- Description: Significant lifetime achievements in biomedical science and human health advancement
- Sponsored by: CSL Limited
- Country: Australia
- Presented by: Australian Institute of Policy & Science (AIPS)
- Reward: A$50,000
- Website: aips.org.au/florey-award/the-florey-medal/

= Florey Medal =

Australian award for biomedical research

The Florey Medal, also known as the CSL Florey Medal and the Florey Medal for Lifetime Achievement, is an Australian award for biomedical research named in honour of Australian Nobel Laureate Howard Florey. The medal is awarded biennially and the recipient receives $50,000 in prize money.

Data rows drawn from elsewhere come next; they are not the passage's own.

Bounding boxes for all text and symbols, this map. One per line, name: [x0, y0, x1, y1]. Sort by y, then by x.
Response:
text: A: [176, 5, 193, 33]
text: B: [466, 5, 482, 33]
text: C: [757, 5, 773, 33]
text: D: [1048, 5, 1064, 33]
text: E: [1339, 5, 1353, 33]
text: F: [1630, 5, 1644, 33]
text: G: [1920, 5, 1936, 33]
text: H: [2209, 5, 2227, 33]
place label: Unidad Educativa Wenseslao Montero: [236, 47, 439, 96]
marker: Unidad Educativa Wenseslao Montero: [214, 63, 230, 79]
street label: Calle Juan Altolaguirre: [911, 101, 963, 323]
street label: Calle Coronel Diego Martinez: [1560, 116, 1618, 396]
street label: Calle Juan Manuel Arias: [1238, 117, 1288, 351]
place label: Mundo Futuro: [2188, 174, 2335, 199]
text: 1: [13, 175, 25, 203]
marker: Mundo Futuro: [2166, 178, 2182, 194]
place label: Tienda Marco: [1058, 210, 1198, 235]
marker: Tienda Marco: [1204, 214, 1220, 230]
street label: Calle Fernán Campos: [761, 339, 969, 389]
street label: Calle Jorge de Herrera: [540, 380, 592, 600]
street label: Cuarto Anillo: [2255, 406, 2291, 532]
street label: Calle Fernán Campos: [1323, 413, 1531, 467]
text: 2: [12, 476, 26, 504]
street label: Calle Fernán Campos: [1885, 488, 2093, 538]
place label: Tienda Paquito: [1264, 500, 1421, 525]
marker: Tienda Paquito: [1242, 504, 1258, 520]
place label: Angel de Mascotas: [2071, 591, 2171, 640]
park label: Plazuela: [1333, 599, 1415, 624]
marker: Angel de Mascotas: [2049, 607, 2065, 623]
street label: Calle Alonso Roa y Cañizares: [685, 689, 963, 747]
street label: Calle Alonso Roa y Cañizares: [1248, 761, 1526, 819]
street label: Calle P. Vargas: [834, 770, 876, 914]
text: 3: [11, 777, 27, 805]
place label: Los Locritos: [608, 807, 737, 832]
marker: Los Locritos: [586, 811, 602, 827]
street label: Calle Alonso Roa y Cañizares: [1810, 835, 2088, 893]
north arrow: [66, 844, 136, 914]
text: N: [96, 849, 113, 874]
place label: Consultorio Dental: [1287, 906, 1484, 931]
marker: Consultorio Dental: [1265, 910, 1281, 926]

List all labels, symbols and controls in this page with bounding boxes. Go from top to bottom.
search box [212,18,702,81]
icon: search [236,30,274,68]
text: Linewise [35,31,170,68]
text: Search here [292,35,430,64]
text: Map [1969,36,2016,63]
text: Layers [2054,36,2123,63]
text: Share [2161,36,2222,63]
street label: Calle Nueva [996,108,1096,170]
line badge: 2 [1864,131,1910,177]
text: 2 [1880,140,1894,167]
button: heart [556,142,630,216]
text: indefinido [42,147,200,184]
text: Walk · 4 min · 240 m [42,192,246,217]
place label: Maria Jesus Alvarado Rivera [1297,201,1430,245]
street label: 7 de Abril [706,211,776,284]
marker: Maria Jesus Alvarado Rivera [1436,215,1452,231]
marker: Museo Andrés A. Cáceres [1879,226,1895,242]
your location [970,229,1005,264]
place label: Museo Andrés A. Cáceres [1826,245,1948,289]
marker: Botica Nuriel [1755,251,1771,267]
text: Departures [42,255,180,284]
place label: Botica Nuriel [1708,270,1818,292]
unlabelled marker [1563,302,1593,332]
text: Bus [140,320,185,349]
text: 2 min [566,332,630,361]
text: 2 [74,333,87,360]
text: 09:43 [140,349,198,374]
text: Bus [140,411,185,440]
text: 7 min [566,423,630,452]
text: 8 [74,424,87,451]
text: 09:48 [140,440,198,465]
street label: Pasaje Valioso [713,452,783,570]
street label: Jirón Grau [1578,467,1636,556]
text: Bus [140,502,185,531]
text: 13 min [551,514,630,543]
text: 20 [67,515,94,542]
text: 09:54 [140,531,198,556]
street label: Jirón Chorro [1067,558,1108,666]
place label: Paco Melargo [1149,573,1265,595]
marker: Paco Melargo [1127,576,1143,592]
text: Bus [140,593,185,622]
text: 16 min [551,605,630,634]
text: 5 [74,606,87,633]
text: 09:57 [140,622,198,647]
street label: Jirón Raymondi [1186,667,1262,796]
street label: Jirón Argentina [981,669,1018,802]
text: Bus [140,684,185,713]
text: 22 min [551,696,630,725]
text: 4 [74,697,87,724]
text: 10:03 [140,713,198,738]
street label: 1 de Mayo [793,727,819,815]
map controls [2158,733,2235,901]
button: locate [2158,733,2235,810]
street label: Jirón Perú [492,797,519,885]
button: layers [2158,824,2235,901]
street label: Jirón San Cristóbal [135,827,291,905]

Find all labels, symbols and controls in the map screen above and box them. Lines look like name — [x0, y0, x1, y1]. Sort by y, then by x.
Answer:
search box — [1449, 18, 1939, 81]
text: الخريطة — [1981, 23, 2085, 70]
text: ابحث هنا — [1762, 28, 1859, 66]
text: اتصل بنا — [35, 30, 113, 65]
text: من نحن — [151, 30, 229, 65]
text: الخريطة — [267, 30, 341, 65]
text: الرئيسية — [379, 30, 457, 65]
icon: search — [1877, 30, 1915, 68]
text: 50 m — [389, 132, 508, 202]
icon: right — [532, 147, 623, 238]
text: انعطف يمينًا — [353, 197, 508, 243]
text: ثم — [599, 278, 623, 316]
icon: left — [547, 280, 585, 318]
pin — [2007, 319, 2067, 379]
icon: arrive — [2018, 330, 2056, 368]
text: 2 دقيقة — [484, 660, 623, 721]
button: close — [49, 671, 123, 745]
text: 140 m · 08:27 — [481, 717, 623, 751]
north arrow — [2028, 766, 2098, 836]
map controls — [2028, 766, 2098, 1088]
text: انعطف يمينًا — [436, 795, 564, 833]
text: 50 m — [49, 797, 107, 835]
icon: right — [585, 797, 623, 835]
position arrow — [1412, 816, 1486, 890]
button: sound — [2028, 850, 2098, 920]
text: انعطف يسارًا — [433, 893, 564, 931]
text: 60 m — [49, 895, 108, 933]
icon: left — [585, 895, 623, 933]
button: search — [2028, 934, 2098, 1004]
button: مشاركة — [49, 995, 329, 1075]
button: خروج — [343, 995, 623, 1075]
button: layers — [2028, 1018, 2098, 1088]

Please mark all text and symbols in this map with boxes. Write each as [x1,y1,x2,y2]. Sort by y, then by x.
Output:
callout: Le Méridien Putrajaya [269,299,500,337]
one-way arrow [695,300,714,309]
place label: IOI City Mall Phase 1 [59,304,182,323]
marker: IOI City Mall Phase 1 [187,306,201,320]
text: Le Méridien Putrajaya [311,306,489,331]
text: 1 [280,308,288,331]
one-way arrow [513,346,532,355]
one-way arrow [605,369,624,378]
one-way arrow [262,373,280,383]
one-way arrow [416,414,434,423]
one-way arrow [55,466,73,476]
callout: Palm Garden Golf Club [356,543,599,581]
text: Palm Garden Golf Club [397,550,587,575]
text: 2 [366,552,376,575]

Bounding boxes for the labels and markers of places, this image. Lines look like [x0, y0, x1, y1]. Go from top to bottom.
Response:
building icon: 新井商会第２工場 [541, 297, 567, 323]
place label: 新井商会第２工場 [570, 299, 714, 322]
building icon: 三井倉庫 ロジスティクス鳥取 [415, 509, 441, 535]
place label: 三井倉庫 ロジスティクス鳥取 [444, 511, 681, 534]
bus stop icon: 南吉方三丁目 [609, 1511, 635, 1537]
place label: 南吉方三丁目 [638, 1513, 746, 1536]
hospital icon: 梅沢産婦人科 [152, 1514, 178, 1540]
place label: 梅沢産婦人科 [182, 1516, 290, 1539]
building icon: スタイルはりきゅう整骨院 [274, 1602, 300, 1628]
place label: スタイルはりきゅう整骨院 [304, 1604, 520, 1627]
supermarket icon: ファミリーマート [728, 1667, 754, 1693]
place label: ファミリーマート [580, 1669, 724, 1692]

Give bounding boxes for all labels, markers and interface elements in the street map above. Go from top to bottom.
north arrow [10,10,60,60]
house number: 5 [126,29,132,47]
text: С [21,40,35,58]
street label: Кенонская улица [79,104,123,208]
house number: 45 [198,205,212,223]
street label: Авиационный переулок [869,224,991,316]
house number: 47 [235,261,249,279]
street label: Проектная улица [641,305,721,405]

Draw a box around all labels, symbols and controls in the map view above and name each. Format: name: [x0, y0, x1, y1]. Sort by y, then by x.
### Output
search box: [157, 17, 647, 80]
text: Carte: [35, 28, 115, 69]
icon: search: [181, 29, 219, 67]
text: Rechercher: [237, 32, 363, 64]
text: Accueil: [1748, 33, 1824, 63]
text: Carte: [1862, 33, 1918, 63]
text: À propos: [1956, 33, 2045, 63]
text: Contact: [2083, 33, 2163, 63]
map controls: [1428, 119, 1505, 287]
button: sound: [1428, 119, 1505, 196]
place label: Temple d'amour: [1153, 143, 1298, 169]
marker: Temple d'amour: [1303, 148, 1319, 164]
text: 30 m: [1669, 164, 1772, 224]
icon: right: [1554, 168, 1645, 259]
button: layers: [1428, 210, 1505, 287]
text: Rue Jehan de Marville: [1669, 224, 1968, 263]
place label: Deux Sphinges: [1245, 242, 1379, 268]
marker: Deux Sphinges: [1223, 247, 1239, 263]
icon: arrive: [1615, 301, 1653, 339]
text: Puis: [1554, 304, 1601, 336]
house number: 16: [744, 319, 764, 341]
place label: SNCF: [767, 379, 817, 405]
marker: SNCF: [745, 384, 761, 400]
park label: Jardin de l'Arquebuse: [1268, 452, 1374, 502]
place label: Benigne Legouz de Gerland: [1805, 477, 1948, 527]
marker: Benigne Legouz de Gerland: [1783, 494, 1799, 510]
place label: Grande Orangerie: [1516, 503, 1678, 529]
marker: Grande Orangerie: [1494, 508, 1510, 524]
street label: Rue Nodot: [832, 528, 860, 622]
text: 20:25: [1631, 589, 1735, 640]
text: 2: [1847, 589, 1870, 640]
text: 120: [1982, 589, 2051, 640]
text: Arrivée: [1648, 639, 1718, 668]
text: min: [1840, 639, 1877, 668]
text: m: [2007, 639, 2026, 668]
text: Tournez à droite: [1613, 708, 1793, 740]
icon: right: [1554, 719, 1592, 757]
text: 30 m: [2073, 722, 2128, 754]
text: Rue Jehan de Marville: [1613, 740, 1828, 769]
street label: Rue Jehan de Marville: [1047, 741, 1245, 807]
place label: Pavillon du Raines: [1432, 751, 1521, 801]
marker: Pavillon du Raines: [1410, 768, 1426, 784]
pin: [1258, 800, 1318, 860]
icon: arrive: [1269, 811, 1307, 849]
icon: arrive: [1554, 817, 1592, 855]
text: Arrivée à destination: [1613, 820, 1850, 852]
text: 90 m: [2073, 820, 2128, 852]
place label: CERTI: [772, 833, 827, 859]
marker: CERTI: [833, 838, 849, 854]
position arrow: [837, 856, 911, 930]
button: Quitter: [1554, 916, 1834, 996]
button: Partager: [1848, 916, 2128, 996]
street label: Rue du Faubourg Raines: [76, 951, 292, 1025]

The Medal was first awarded in 1998, the centenary of Florey's birth. It is administered by the Australian Institute of Policy & Science and has been sponsored by F H Faulding, then Mayne (when they took over Fauldings), Merck Sharp & Dohme, and is currently sponsored by CSL Limited.

==Recipients==
Past recipients include:
- 1998 – Barry Marshall and Robin Warren for their work on Helicobacter pylori and its role in gastritis and peptic ulcer disease
- 2000 – Jacques Miller for work on the function of the thymus
- 2002 – Colin L. Masters for Alzheimer's disease research
- 2004 – Peter Colman for structural biology research
- 2006 – Ian Frazer for development of the cervical cancer vaccine Gardasil
- 2009 – John Hopwood for research and clinical application in lysosomal disorders
- 2011 – Graeme Clark for his invention of the bionic ear
- 2013 – Ruth Bishop for her work on understanding the rotavirus and the creation of a vaccine
- 2015 – Perry Bartlett for his discoveries that have transformed our understanding of the brain
- 2017 – Elizabeth Rakoczy from the Lions Eye Institute at the University of Western Australia for her work on a new gene therapy for wet age-related macular degeneration.
- 2019 – David Vaux and Andreas Strasser of the Walter and Eliza Hall Institute for their work on revealing the links between cell death and cancer.
- 2021 – Alan Cowman for uncoverering how the malaria parasite Plasmodium falciparum causes disease in humans.